Often, additional tests are recommended. For your convenience, all of these extra tests can be carried out at our hospital.
This concerns, in particular, radiological examinations. Or urodynamic examination: with this advanced test, we measure how the bladder (muscle) reacts when it gradually fills up. All of these tests are non-invasive or at most minimally invasive: hospitalisation is not required.
Symptoms in focus
- Urinary urge symptoms: having to urinate too quickly, too frequently. The individual has insufficient warning time. These are referred to as overactive bladder symptoms.
- Urinary urge symptoms followed by uncontrollable urinary incontinence This is referred to as ‘urgency incontinence’.
- Loss of urine after coughing, sneezing and physical exertion. This is referred to as ‘stress incontinence’.
- Mixed urinary incontinence due to both urgency and stress.
- The feeling of vaginal prolapse (due to the sagging of the bladder, uterus or rectum)
- Laborious, weak urine stream
- Frequent night-time urination
Upon referral, new patients are generally seen for a consultation within three weeks. The first appointment is typically with the urologist. For specific prolapse issues, a multidisciplinary consultation hour is scheduled together with the fellow gynaecologist.
- The urologist specialises in the surgical treatment of incontinence and prolapse.
- The gynaecologist specialises in the female genitalia that are also often prolapsed.
After the initial evaluation and after reviewing all the test results, your urologist will suggest a personalised approach to try to eliminate or at least alleviate your symptoms. Treatment usually amounts to finding the most effective therapy that causes as few disturbing side-effects as possible for the rest of your daily life.
Specialist pelvic floor physical therapy or the prescription of certain medications is first tried. Starting with such a cautious approach in many cases facilitates the avoidance of drastic procedures or operations that come with potential complications.
In short, treatment often involves one of the following:
- specialist pelvic floor physical therapy
- oral medication to try to alleviate the symptoms as much as possible, with as few side effects as possible
- injection treatment in the bladder with botulinum toxin (Botox)
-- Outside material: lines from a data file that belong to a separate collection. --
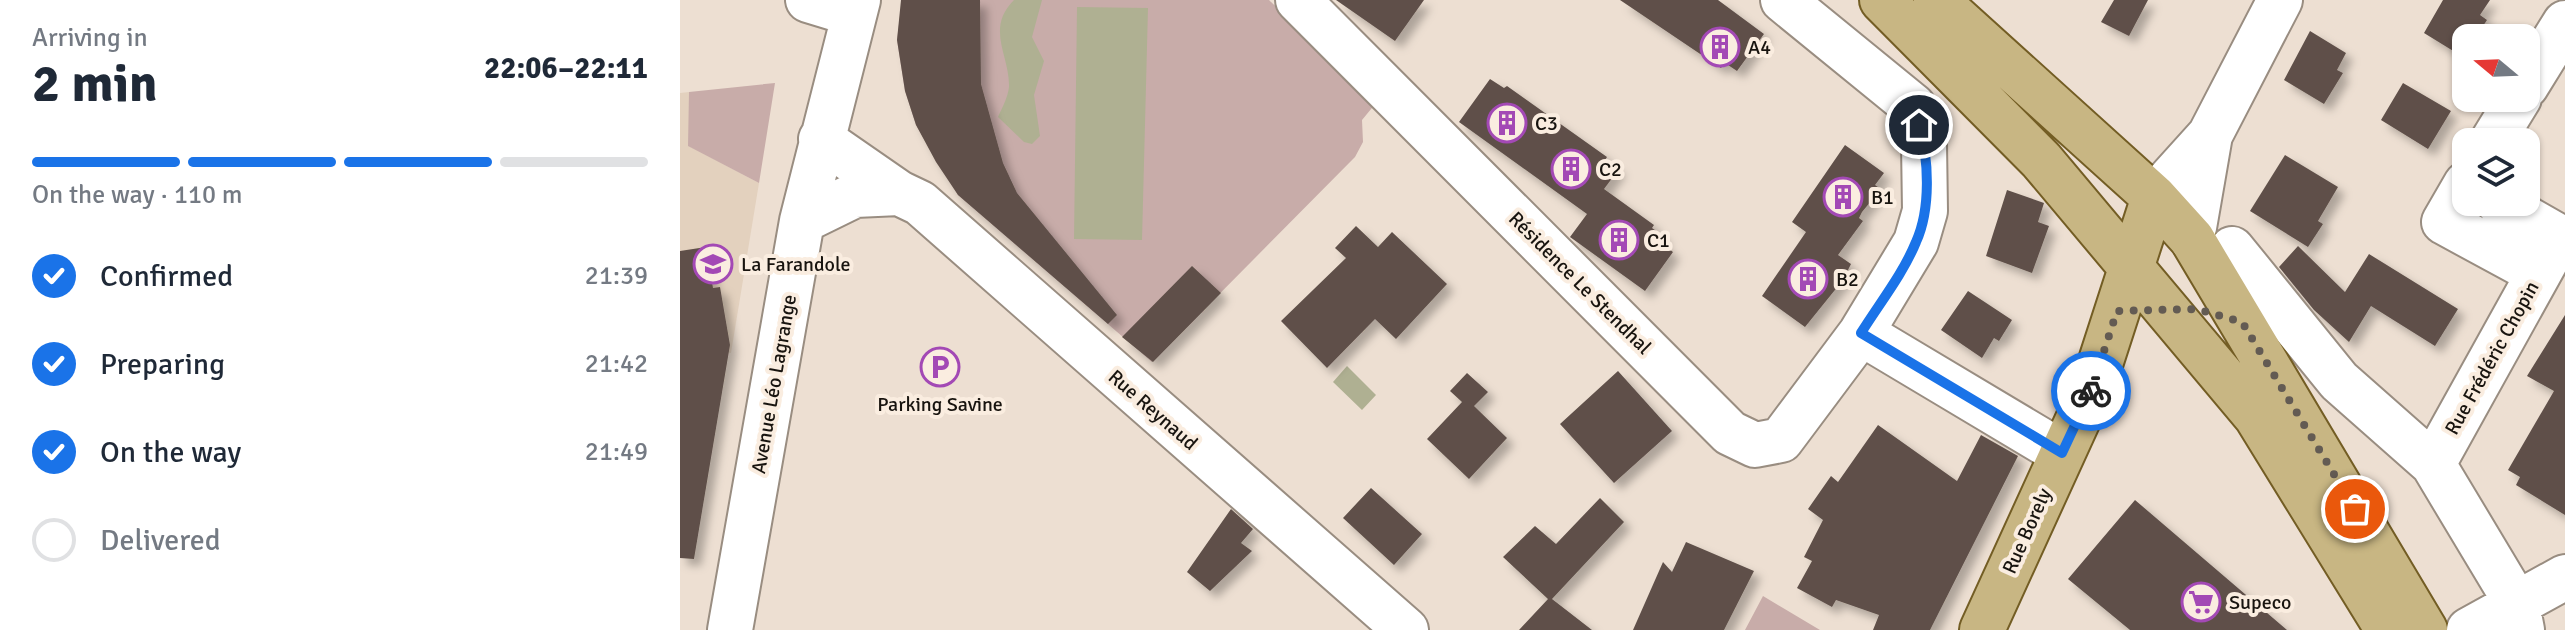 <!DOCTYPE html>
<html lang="en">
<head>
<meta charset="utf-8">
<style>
  :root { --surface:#fff; --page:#f6f6f7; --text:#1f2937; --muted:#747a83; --line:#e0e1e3; --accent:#1a73e8 }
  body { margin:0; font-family:Signika,sans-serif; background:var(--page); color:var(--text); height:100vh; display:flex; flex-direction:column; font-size:30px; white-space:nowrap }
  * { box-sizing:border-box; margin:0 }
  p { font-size:26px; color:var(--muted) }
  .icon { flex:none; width:44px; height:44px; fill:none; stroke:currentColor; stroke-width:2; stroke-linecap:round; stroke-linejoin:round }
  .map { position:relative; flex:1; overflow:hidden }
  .sheet { display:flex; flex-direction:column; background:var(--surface); width:680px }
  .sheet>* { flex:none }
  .needle { width:52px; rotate:289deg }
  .fabs { position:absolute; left:1772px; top:24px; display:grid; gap:16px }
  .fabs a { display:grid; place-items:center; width:88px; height:88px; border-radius:16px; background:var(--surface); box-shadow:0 2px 6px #0004; font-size:40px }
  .pin { position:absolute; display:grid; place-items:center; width:68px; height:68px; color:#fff; margin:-34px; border:4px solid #fff; border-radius:50%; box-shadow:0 2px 8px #0007 }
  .courier { position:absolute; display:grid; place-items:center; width:80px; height:80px; margin:-40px; border:6px solid #1a73e8; border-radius:50%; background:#fff; color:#222; box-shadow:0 2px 10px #0007 }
  .summary em { font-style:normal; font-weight:700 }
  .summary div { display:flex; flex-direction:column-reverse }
  .summary { display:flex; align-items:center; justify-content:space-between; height:136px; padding:0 32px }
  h1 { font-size:52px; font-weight:700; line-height:60px }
  .bar { display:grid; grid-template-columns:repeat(4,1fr); gap:12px 8px; align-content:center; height:96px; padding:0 32px }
  .bar i { height:10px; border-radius:6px; background:var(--line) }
  .bar .active { background:var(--accent) }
  .bar p { grid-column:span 4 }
  ol { padding:0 32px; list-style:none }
  li { display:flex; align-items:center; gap:24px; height:88px }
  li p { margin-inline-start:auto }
  li .icon { padding:8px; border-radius:50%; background:var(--accent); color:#fff; stroke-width:4 }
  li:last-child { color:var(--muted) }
  li i { width:44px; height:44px; border:4px solid var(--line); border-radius:50% }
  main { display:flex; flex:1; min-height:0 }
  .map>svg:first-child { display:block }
  .built { fill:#e3d1be }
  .green { fill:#c8aca9 }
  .water { fill:#afb092 }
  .building { fill:#5f5049; filter:url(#shadow) }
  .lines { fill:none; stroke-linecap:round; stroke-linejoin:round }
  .minor-casing { stroke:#998d81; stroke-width:48 }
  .major-casing { stroke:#735d24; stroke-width:48 }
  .minor { stroke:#fff; stroke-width:44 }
  .major { stroke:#c8b683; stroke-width:44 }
  .done { stroke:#635b53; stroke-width:8; stroke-dasharray:0 14.4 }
  .route { stroke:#1a73e8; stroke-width:10 }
  .labels { text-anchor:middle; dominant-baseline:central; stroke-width:8; stroke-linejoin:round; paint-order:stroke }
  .poi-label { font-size:20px; fill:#18140f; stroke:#faede0; text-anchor:start }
  .street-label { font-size:20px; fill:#18140f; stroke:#faede0 }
</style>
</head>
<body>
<main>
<section class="sheet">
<div class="summary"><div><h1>2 min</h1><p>Arriving in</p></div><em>22:06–22:11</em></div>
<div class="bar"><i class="active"></i><i class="active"></i><i class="active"></i><i></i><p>On the way · 110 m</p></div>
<ol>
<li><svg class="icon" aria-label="check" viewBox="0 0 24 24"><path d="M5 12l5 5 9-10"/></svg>Confirmed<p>21:39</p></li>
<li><svg class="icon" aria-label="check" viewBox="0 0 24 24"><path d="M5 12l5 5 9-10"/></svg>Preparing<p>21:42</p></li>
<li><svg class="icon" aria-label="check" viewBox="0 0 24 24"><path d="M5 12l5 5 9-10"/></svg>On the way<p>21:49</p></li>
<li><i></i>Delivered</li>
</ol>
</section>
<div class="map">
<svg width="1885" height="630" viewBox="0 0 1885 630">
  <defs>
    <filter id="shadow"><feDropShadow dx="7" dy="7" stdDeviation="4" flood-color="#0004"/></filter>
  </defs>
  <rect width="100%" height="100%" fill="#eddfd2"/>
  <!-- built -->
  <path class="built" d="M9 92V146L79 183 51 353 0 345V93Z"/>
  <!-- green -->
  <path class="green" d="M222 0H589L696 103 682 120 683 142 675 157 472 362 278 195 236 125 225 91 217 40Z
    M95 83 79 183 8 146 9 92Z
    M1083 596 1140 630H1065Z"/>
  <!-- water -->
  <path class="water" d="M334 0H362L352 37 364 61 354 95 360 136 352 144 344 142 318 117C322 108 328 97 329 87 330 55 305 29 334 0Z
    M397 7 468 8 462 240 394 239Z
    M667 366 696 395 682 410 653 382Z"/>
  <!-- building -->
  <path class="building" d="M221 0H300L301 84 323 163 337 193 437 315 428 324 278 195 256 162 236 125 225 91 217 40Z
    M656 0H744L715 41Z
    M940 0H1038L1084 34 1057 71 1045 63 1041 68Z
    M1434 0H1468L1449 36 1421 22Z
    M1763 0H1810L1800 15 1807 20 1795 38H1786L1783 57 1744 33Z
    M1630 31 1666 53 1657 70 1663 73 1644 104 1604 80Z
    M810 79 824 88 827 86 927 157 925 160 939 169 924 189 974 225 972 228 985 237 981 243 993 252 965 291 890 237 907 214 779 122Z
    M1723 83 1771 111 1748 149 1701 120Z
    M1165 145 1204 173 1195 185 1201 189 1182 212 1179 218 1183 221 1158 255 1171 264 1163 280 1125 327 1082 296 1126 232 1112 222Z
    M1605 155 1658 187 1638 221 1643 224 1628 247 1570 211Z
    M1327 190 1364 203 1358 222 1369 226 1352 273 1306 256Z
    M676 226 698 247 712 232 767 284 716 339 695 319 647 368 601 321 666 258 655 248Z
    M1618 246 1665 292 1689 254 1778 309 1755 346 1691 306 1669 342 1634 310 1599 267Z
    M26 247 33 288 40 287 50 345 14 559 0 558V251Z
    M512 266 541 293 473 362 442 337Z
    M1288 291 1332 320 1319 341 1314 338 1302 358 1261 330Z
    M1885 315V515L1836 485 1840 477 1828 470 1874 391 1847 376Z
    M938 371 992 431 934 483 880 424Z
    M787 373 808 392 794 406 827 438 789 479 747 439 782 402 770 391Z
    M1198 425 1277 481 1301 435 1338 456 1250 630H1193L1199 615 1156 600 1152 607 1117 588 1132 561 1124 557 1143 520 1128 509 1151 476 1158 482Z
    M691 488 742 534 714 565 663 518Z
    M920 498 944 522 872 599 912 630H839L868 599 823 557 855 526 876 544Z
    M1455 500 1607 630H1450L1388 579Z
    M551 509 573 529 561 543 572 551 530 591 507 572Z
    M1006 542 1074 571 1044 630H953L983 562 992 572Z"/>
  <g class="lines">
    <!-- minor casing -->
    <g class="minor-casing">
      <path id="minor" d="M128 0 174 14
        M618 0 1050 433 1075 445 1101 440 1181 333 1236 242 1245 211 1244 144 1233 106 1103 0
        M1846 86 1885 23
        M141 139 219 193 240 203 726 630
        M1812 142 1839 98
        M1786 184 1764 222 1858 273
        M1474 197 1530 135 1600 0
        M1818 202 1879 237 1753 464 1837 604 1842 630
        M122 221 175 195 219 193
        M1512 239 1530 135
        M1552 249 1659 381 1753 464
        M1181 333 1382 453
        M50 630 122 221 178 0
        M1789 630 1885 577"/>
    </g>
    <!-- major casing -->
    <g class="major-casing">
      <path id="major" d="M1202 0 1361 160 1576 416 1708 630
        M1256 0 1474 197 1512 239 1745 630
        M1302 630 1412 389 1474 197"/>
    </g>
    <!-- minor -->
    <use href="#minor" class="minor"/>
    <!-- major -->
    <use href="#major" class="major"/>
  </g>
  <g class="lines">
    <!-- done -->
    <path class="done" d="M1411 391 1437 311 1517 309 1562 322 1675 509"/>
    <!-- route -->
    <path class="route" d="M1239 125C1249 159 1251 209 1236 242 1223 274 1199 304 1181 333L1382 453 1411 391"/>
  </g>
  <!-- icons -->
  <defs>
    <g id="building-ring" transform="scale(2)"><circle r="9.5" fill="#faede0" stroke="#a349b5" stroke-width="1.5"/><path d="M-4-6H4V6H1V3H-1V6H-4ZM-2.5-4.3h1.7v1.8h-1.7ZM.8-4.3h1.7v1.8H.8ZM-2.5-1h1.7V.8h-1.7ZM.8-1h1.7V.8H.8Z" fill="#a349b5"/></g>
    <g id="school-ring" transform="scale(2)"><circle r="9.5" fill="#faede0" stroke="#a349b5" stroke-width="1.5"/><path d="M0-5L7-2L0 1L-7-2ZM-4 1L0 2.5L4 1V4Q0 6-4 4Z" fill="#a349b5"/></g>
    <g id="parking-ring" transform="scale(2)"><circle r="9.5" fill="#faede0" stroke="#a349b5" stroke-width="1.5"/><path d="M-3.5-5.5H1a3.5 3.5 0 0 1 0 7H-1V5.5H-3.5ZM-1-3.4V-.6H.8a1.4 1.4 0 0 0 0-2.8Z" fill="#a349b5"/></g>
    <g id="supermarket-ring" transform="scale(2)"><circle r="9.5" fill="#faede0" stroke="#a349b5" stroke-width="1.5"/><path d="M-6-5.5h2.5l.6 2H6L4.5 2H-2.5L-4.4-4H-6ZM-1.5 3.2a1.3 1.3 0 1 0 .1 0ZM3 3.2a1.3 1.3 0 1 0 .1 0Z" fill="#a349b5"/></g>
  </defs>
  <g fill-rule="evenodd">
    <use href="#building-ring" x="1040" y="47"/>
    <use href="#building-ring" x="827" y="123"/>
    <use href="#building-ring" x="891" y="169"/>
    <use href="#building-ring" x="1163" y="197"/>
    <use href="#building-ring" x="939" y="240"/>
    <use href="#school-ring" x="33" y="264"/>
    <use href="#building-ring" x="1128" y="279"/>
    <use href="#parking-ring" x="260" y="367"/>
    <use href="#supermarket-ring" x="1521" y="602"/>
  </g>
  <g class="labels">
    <!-- poi labels -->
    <g class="poi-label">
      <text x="1068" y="47">A4</text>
      <text x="855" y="123">C3</text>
      <text x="919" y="169">C2</text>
      <text x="1191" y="197">B1</text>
      <text x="967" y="240">C1</text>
      <text x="61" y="264">La Farandole</text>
      <text x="1156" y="279">B2</text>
      <text x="260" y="404" text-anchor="middle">Parking Savine</text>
      <text x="1549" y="602">Supeco</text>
    </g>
    <!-- street labels -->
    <g class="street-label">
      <text transform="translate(900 283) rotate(45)">Résidence Le Stendhal</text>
      <text transform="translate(1812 358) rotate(-61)">Rue Frédéric Chopin</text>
      <text transform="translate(94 384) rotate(-80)">Avenue Léo Lagrange</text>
      <text transform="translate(473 410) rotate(41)">Rue Reynaud</text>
      <text transform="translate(1347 531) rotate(-66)">Rue Borely</text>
    </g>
  </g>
</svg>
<div class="fabs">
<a><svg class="needle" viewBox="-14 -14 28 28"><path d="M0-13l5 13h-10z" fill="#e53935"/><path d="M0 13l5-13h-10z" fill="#747a83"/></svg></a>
<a><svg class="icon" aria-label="layers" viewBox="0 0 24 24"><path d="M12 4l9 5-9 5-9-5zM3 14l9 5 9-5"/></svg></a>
</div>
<div class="pin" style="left:1675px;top:509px;background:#ea580c"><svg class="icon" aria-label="bag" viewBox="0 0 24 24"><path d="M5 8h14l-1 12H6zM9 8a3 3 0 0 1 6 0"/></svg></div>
<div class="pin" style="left:1239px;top:125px;background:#1f2937"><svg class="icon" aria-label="home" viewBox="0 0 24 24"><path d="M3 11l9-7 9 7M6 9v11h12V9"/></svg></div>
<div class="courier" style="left:1411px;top:391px"><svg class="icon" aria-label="bike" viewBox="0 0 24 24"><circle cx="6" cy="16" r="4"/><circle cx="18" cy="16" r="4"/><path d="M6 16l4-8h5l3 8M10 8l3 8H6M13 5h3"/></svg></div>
</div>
</main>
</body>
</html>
- nerve stimulation (though performed at another hospital)
- implantation of the latest model of the sling (‘mesh') for certain types of urinary incontinence
- implantation and suspension with another type of sling ('mesh') for certain forms of vaginal prolapse
- placement of a diaphragm or a vaginal ring
State-of-the-art surgical treatments
Minimally invasive procedures reduce (the risk of) complications, shorten hospital stays and speed up recovery after surgery.
Our department has expertise in the classic ‘open’ surgical prolapse treatment, but is equally experienced in minimally invasive procedures (e.g. robot-assisted keyhole surgery). The problem (urinary incontinence or prolapse) is regularly surgically remedied through a purely vaginal procedure, which is also a less invasive procedure.
Clinical trials (clinical studies)
As a Urology Department, we regularly take part in clinical trials. As a patient, you will never be obliged to participate in clinical studies. If you do not wish to participate, you will still receive our full attention as well as the gold-standard treatment.
Clinical studies are a form of scientific research into new medications, new combinations of medication or drugs with a proven effect that are tested in new or other situations. Sometimes, for example, a new dosage of the same medicine or a new chronological schedule for the administration of the medicine are applied. Clinical studies are carried out according to very strict scientific guidelines. Their aim is to check whether new treatments are safe and effective and/or better than the current standard treatment.